Mehdi Jomaâ est-il mal parti ?

Parce que sa désignation n’est pas le fait d’un consensus, Mehdi Jomaâ ne trouvera pas toujours les portes du succès ouvertes devant lui pour ce qui reste de la période de transition. Mais attendons voir.

On attendait le consensus. Ce fut encore une fois la division. Force est en effet de constater que la désignation de Mehdi Jomaâ à la Kasbah n’a pas été facile. Neuf voix se  sont exprimées en sa faveur. Deux autres ont porté leur choix sur Jalloul Ayed. Huit autres composantes, dont  Nidaa Touness, ont décidé de boycotter le vote.

On pourra toujours dire que la démocratie est, pour ainsi dire, ainsi faite. Force est cependant de constater, et au vu des quelques réactions collectées ici et là, que le sixième gouvernement de la période de transition (les deux  gouvernements Ghannouchi, Caïd Essebsi, Jebali et Laarayedh) n’est pas sûr d’être bien parti.
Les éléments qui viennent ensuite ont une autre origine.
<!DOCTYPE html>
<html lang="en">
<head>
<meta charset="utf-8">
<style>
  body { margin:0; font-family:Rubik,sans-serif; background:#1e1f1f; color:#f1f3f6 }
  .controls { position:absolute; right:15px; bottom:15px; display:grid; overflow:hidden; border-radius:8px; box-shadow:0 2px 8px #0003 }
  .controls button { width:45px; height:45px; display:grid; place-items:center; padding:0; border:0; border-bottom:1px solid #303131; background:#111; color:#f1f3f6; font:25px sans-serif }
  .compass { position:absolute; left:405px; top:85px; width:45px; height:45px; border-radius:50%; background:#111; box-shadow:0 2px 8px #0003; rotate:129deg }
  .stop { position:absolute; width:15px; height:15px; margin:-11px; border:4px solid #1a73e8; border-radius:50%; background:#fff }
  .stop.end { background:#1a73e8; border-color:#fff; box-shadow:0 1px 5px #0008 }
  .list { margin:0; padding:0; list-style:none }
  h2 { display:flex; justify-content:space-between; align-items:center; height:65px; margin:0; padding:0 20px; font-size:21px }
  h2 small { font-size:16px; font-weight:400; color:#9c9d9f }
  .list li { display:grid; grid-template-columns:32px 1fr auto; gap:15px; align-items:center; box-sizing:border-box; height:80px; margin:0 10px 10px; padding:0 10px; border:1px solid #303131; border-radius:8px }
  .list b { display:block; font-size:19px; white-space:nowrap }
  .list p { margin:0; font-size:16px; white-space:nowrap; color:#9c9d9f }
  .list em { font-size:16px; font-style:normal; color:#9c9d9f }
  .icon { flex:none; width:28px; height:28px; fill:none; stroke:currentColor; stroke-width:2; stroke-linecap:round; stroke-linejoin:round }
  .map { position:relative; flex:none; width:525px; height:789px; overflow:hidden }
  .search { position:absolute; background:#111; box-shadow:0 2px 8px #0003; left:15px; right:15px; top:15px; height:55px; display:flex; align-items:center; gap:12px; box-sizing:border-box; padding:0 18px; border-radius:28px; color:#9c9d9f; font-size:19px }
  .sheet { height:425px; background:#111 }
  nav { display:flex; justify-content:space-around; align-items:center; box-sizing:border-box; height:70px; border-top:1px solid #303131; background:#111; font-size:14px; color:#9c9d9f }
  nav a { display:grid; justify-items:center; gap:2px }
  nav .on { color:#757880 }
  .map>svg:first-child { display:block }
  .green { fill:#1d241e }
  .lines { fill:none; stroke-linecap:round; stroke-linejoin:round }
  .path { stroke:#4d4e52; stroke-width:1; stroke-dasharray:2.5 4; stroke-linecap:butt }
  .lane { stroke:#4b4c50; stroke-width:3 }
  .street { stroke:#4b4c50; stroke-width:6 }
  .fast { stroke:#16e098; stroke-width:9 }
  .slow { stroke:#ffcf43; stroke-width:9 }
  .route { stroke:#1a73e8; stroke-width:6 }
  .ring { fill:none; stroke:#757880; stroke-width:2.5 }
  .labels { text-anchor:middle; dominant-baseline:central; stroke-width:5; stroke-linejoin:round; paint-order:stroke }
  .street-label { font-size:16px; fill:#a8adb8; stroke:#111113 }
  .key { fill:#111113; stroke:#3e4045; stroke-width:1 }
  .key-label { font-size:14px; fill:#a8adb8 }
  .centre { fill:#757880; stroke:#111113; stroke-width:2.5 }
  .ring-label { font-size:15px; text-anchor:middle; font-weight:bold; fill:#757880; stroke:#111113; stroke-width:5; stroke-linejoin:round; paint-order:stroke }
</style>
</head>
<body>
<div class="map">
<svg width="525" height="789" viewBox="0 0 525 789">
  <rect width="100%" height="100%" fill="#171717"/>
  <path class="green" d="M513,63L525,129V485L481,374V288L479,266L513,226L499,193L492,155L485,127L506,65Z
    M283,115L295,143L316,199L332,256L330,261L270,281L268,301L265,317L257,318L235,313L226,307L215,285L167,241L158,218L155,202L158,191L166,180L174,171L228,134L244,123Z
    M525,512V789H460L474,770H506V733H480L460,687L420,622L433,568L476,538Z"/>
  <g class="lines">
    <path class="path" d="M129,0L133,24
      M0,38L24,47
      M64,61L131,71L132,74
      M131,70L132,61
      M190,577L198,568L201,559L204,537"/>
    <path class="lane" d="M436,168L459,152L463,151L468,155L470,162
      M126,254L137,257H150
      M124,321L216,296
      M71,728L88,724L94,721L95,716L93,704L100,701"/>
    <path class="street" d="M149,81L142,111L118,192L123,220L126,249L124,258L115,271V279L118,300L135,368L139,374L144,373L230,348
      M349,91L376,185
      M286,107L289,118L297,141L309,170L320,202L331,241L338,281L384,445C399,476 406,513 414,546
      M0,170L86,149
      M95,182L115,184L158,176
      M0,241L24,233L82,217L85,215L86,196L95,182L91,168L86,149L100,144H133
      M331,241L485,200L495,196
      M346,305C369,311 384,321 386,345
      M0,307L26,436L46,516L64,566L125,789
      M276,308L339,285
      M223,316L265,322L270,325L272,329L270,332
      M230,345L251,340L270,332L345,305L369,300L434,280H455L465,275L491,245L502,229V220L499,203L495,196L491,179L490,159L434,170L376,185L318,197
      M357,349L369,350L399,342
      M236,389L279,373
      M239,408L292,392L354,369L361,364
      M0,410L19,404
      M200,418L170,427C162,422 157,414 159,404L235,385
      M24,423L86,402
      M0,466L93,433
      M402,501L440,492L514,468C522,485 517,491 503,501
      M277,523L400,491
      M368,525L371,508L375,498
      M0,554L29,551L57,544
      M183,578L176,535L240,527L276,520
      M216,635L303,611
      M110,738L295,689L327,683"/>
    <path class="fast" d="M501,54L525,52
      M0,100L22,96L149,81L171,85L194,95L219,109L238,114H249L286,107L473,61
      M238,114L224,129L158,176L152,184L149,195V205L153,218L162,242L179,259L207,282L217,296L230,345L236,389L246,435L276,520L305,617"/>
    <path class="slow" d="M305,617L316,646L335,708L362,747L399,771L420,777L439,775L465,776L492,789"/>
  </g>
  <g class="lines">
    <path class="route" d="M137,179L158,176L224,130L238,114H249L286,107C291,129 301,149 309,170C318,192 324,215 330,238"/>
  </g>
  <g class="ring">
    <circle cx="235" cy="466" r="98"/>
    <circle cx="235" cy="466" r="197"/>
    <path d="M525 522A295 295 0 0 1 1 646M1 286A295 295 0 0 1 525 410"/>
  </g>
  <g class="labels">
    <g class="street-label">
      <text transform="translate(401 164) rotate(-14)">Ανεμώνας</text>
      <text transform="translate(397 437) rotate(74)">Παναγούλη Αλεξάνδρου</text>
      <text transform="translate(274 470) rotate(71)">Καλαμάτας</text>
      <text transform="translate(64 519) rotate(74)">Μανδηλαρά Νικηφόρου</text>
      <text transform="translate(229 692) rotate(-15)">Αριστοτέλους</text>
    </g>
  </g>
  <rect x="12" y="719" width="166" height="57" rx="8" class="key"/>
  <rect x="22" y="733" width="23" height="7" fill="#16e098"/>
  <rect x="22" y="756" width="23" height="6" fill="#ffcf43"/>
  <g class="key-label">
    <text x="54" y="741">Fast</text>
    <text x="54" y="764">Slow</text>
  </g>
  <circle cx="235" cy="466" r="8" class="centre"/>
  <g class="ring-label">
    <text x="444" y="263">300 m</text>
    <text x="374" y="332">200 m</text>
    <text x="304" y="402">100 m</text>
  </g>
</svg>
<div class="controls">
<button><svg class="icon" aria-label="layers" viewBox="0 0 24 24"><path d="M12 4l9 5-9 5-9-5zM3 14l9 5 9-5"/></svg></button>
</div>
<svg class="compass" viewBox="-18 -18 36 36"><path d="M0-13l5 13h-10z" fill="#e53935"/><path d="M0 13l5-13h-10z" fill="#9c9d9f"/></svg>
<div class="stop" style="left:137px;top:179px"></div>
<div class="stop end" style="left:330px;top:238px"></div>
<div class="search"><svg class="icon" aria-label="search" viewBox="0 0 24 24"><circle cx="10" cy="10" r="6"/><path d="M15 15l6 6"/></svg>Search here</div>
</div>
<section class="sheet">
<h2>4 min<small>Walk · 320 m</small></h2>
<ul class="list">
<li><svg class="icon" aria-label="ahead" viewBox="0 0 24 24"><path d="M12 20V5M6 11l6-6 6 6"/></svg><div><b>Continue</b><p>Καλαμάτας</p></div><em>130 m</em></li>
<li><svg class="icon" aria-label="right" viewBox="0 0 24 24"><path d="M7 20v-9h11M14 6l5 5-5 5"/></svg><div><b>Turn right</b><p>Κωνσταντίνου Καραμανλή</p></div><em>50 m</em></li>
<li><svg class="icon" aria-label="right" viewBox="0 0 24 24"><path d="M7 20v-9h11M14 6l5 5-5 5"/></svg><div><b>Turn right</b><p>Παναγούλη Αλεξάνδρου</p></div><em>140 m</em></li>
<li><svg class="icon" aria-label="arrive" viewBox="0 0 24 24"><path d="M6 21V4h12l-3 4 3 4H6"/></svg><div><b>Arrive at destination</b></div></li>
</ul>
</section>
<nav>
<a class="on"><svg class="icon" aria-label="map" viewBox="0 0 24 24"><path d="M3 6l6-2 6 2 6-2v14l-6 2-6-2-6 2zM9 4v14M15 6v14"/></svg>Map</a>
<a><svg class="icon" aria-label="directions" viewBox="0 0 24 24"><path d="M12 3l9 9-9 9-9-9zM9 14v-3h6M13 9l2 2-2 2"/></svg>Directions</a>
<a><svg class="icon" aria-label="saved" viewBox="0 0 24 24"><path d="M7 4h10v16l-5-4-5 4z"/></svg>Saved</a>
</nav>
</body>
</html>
Il faudra peut-être attendre, à ce niveau, la réaction officielle des partis ayant décidé de boycotter le vote et notamment Nidaa Touness qui n’interviendra pas avant ce jeudi. Une réunion étant en effet  prévue à cette date . Al Jomhoury, par la voix de son porte-parole, Issam Chebbi, a affirmé cependant son refus de la nomination de Mehdi Jomaa. La réaction du Front Populaire ne pourra être bien différente du moins au vu de la réaction à chaud, samedi 14 décembre 2013, de ses dirigeants.

Une classe politique divisée

Outre la question de l’absence de consensus, il faudra noter que le fait de nommer un membre du gouvernement précédent, dominée par la Troïka, pèsera de tout son poids sur ce gouvernement. On pourra donc toujours ressortir à Mehdi Jomaâ qu’il a bénéficié de l’appui d’Ennahda et d’Ettakatol. Ce qui n’est pas évidemment un crime. Mais allez expliquer le contraire  dans le contexte actuel, celui d’une classe politique divisée.

Le soupçon risque de peser donc sur la nomination des membres du gouvernement Jomaaâ et surtout sur ses décisions. L’opposition constituée pour l’essentiel du Front du salut trouvera sans doute toujours à redire sur le rendement du gouvernement. D’autant plus que Mehdi Jomaâ sait pertinemment que la tâche ne sera pas du tout facile pour le gouvernement qu’il aura à constituer. Autant dire qu’il part avec pour ainsi dire une belle « ardoise » économique et sociale laissée par la gestion que l’on dit défaillante de la Troïka.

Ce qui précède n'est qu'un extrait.